- [Problem]
Among the lines below, restate word for word only those from the line with "font-size:12px; color:#302b32; font-weight:700" through the line with "position:absolute; inset:0; border:2px", with both end lines kept.

- [Stored data]
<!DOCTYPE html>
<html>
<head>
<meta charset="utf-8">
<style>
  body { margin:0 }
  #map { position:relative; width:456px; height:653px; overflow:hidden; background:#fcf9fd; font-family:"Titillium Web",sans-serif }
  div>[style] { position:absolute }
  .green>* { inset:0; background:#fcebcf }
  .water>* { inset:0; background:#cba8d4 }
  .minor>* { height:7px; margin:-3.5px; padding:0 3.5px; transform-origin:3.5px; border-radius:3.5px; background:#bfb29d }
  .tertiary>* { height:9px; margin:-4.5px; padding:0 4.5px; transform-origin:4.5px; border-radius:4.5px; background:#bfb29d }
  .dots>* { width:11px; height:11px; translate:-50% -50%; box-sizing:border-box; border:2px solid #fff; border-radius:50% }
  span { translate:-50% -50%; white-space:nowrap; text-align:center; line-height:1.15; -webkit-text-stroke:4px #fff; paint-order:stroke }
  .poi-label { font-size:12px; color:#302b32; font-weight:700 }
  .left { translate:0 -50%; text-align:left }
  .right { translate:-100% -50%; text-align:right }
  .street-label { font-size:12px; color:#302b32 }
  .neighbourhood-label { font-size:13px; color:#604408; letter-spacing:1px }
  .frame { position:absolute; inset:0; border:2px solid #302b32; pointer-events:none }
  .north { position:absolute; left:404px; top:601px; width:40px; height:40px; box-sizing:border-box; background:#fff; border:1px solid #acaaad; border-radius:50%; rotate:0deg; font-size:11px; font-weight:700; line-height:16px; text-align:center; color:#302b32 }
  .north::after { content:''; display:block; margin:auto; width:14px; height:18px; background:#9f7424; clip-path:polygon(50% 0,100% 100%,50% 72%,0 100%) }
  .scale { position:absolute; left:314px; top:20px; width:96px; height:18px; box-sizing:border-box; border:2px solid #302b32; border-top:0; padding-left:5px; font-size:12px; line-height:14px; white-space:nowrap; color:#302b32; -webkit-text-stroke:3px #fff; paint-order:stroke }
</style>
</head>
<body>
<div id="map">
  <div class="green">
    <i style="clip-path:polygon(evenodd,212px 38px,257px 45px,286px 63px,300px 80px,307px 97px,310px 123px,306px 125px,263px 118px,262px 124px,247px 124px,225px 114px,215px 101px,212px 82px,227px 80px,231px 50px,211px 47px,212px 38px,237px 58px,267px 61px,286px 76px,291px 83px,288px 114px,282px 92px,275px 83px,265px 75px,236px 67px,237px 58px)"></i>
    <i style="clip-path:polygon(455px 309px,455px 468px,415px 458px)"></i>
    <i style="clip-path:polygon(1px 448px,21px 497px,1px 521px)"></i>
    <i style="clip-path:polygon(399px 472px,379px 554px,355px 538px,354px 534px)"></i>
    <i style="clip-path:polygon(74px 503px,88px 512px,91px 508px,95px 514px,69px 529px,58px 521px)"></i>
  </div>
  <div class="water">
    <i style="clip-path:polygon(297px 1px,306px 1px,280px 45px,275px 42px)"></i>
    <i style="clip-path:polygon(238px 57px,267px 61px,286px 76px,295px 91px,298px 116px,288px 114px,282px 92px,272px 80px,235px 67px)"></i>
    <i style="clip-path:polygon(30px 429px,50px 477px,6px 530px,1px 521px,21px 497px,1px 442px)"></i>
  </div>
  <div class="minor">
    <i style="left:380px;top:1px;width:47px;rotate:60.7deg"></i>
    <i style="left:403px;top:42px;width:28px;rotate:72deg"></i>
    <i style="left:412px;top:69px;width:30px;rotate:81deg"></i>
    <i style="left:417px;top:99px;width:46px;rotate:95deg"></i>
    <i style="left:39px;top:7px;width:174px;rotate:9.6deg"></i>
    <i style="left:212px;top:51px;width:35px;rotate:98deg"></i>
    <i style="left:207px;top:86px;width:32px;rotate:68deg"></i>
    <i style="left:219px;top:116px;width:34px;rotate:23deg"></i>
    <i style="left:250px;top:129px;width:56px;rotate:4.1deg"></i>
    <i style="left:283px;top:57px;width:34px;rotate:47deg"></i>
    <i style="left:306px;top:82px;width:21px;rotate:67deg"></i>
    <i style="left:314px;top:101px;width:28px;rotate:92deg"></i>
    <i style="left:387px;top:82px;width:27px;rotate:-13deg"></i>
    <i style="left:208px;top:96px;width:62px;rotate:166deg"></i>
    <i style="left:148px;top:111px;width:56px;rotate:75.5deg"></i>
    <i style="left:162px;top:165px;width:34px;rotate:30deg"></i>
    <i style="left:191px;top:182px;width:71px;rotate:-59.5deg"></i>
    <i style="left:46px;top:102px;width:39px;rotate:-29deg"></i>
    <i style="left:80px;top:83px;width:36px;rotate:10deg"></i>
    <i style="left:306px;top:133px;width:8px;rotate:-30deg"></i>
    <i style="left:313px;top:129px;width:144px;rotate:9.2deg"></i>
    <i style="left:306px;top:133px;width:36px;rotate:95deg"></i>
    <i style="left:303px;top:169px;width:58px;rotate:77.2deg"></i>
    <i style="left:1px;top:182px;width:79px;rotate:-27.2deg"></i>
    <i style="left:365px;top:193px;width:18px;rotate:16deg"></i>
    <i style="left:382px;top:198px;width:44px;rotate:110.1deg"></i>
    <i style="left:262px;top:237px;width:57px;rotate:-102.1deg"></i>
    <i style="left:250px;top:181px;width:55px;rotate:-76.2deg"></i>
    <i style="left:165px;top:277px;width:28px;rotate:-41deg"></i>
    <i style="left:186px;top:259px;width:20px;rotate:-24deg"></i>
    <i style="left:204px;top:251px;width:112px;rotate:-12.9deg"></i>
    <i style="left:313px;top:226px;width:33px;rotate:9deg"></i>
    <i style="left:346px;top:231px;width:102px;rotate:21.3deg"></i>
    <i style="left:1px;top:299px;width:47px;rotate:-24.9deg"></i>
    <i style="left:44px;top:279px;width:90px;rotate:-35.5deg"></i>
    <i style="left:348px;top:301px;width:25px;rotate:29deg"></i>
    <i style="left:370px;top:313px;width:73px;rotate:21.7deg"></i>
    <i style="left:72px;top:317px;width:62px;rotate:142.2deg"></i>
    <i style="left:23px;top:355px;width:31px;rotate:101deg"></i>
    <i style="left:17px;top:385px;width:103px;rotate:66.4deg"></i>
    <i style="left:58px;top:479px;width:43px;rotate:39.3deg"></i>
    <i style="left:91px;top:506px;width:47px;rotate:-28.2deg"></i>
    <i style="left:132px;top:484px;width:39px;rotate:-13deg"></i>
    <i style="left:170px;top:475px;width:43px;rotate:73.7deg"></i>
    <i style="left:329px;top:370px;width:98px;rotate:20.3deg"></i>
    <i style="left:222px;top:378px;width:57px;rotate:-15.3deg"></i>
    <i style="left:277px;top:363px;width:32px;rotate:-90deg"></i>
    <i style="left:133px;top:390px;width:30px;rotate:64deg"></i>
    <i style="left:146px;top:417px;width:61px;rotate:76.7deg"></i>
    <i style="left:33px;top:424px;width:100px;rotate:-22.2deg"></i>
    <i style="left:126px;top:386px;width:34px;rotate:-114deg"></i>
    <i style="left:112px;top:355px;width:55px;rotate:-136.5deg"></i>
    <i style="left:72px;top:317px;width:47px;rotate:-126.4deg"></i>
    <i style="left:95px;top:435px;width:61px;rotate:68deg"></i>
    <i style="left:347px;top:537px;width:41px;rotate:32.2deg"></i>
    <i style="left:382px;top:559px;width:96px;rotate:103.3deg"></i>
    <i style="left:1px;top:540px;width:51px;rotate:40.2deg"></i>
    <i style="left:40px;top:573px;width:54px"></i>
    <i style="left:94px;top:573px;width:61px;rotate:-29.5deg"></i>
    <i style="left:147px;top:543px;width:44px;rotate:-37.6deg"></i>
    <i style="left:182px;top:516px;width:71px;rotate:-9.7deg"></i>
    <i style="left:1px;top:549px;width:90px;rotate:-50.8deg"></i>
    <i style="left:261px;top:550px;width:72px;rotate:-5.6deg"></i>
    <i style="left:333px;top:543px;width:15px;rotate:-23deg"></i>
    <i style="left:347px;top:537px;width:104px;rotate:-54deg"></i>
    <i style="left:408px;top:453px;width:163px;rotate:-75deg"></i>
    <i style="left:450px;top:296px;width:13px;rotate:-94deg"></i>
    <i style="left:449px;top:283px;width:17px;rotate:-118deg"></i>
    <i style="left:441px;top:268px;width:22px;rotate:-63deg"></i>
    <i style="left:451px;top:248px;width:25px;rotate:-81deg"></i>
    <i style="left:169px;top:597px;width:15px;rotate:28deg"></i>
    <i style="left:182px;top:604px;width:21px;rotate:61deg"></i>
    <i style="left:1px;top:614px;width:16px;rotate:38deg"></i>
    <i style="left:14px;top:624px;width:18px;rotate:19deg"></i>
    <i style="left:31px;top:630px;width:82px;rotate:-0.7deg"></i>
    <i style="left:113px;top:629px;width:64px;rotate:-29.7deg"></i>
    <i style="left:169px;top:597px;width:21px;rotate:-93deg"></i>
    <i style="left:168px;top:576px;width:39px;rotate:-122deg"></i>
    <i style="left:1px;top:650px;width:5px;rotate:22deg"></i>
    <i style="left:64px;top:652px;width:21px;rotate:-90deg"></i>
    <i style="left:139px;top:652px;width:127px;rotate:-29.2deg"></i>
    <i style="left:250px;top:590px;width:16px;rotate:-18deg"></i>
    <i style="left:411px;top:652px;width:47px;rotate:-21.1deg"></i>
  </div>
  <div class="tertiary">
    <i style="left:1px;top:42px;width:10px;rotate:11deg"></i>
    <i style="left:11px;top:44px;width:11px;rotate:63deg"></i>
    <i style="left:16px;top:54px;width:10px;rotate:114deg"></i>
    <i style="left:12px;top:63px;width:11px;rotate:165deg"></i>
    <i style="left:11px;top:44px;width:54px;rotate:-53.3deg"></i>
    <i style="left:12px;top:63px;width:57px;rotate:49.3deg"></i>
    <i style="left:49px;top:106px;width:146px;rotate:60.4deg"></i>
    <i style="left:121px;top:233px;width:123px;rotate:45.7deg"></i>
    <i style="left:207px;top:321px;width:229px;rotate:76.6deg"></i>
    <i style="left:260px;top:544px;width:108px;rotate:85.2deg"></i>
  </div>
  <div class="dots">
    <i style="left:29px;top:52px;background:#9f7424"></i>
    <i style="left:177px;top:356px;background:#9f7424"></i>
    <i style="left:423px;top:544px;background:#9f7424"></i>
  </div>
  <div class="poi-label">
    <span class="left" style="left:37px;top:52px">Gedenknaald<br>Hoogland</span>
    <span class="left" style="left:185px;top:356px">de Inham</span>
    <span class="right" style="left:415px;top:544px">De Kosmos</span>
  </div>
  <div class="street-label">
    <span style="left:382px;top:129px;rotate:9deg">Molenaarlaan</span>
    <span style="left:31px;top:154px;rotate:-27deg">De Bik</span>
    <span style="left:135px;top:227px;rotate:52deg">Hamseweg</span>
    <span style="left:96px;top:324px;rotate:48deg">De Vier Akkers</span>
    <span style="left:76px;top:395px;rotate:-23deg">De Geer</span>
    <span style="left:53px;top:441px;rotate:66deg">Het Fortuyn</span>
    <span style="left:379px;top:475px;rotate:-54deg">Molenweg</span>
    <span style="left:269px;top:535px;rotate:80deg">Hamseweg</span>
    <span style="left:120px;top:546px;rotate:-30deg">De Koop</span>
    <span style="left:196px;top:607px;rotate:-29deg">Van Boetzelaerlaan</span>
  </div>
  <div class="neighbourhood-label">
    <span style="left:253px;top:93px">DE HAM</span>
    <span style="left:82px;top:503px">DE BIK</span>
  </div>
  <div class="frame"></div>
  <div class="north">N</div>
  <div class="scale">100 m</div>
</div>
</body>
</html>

- [Solution for this task]
  .poi-label { font-size:12px; color:#302b32; font-weight:700 }
  .left { translate:0 -50%; text-align:left }
  .right { translate:-100% -50%; text-align:right }
  .street-label { font-size:12px; color:#302b32 }
  .neighbourhood-label { font-size:13px; color:#604408; letter-spacing:1px }
  .frame { position:absolute; inset:0; border:2px solid #302b32; pointer-events:none }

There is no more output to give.